Instructions to follow: Transcribe each entry exactly, without pictures.

Working data:

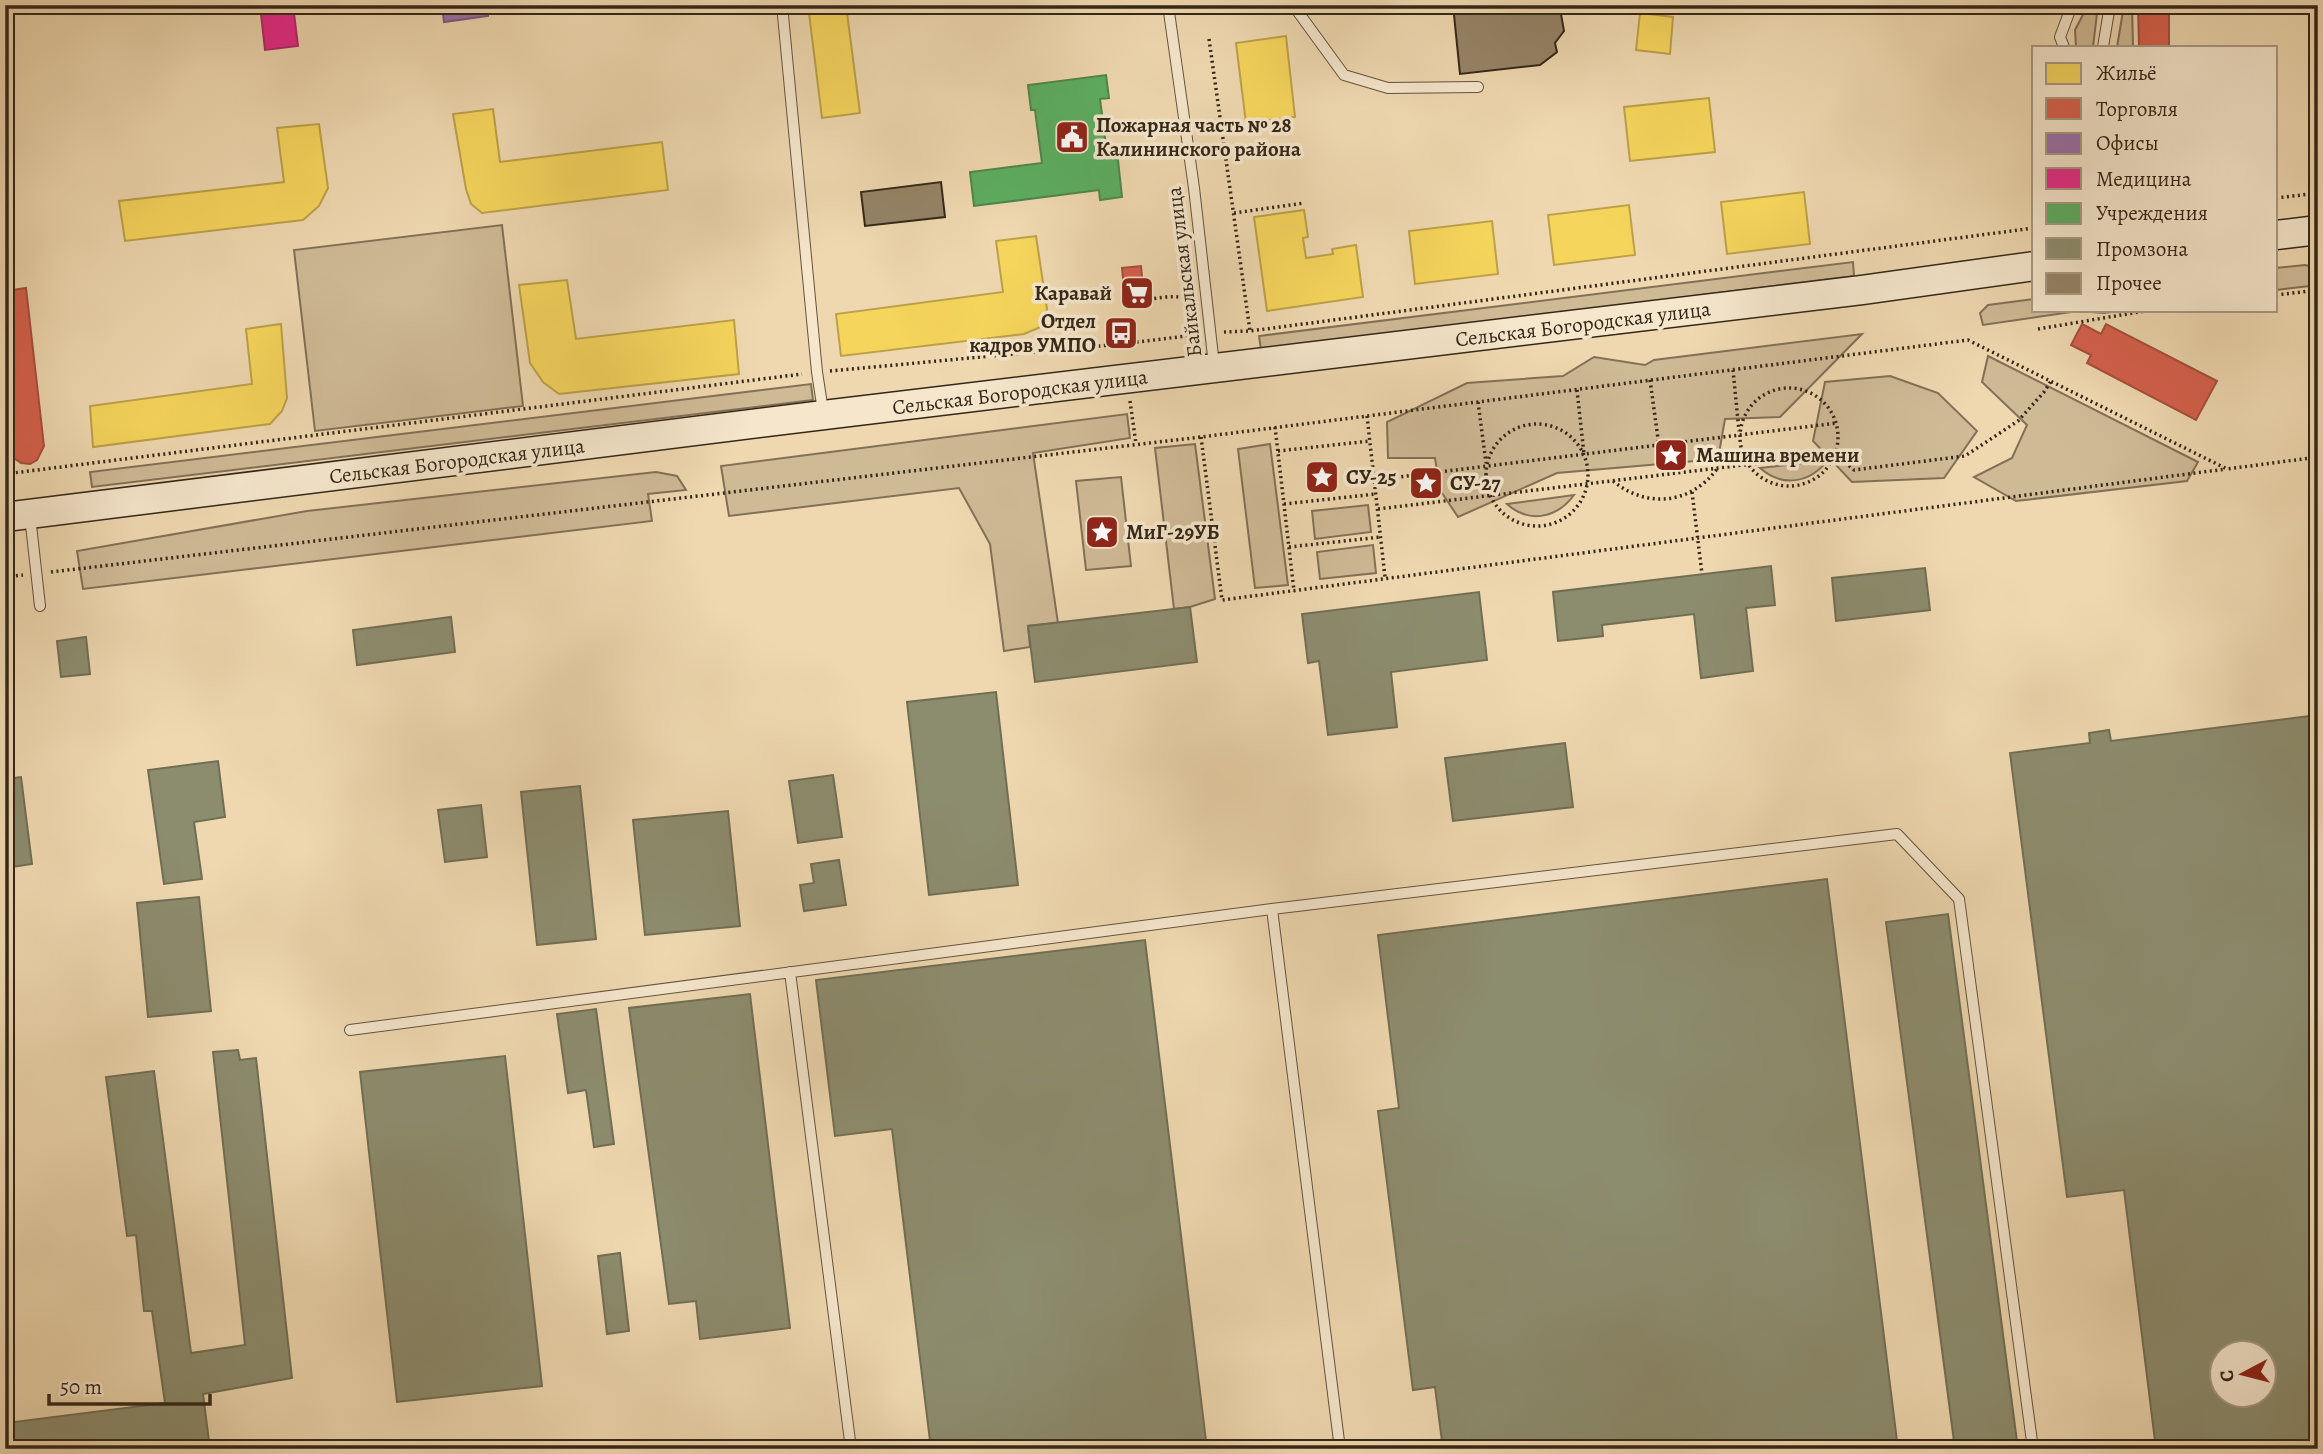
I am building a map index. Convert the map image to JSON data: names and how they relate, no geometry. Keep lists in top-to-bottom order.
{
  "streets": {
    "main road": ["Сельская Богородская улица"],
    "lane": ["Байкальская улица"]
  },
  "crossings": [
    ["Байкальская улица", "Сельская Богородская улица"]
  ],
  "places": {
    "public building": ["Пожарная часть № 28 Калининского района"],
    "supermarket": ["Каравай"],
    "bus stop": ["Отдел кадров УМПО"],
    "place": [
      "Машина времени",
      "СУ-25",
      "СУ-27",
      "МиГ-29УБ"
    ]
  },
  "legend": [
    "Жильё",
    "Торговля",
    "Офисы",
    "Медицина",
    "Учреждения",
    "Промзона",
    "Прочее"
  ],
  "scale_bar": "50 m",
  "north": "left"
}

Output below:
I am building a map index. Convert the map image to JSON data: names and how they relate, no geometry. Keep lists in top-to-bottom order.
{
  "streets": {
    "main road": ["Сельская Богородская улица"],
    "lane": ["Байкальская улица"]
  },
  "crossings": [
    ["Байкальская улица", "Сельская Богородская улица"]
  ],
  "places": {
    "public building": ["Пожарная часть № 28 Калининского района"],
    "supermarket": ["Каравай"],
    "bus stop": ["Отдел кадров УМПО"],
    "place": [
      "Машина времени",
      "СУ-25",
      "СУ-27",
      "МиГ-29УБ"
    ]
  },
  "legend": [
    "Жильё",
    "Торговля",
    "Офисы",
    "Медицина",
    "Учреждения",
    "Промзона",
    "Прочее"
  ],
  "scale_bar": "50 m",
  "north": "left"
}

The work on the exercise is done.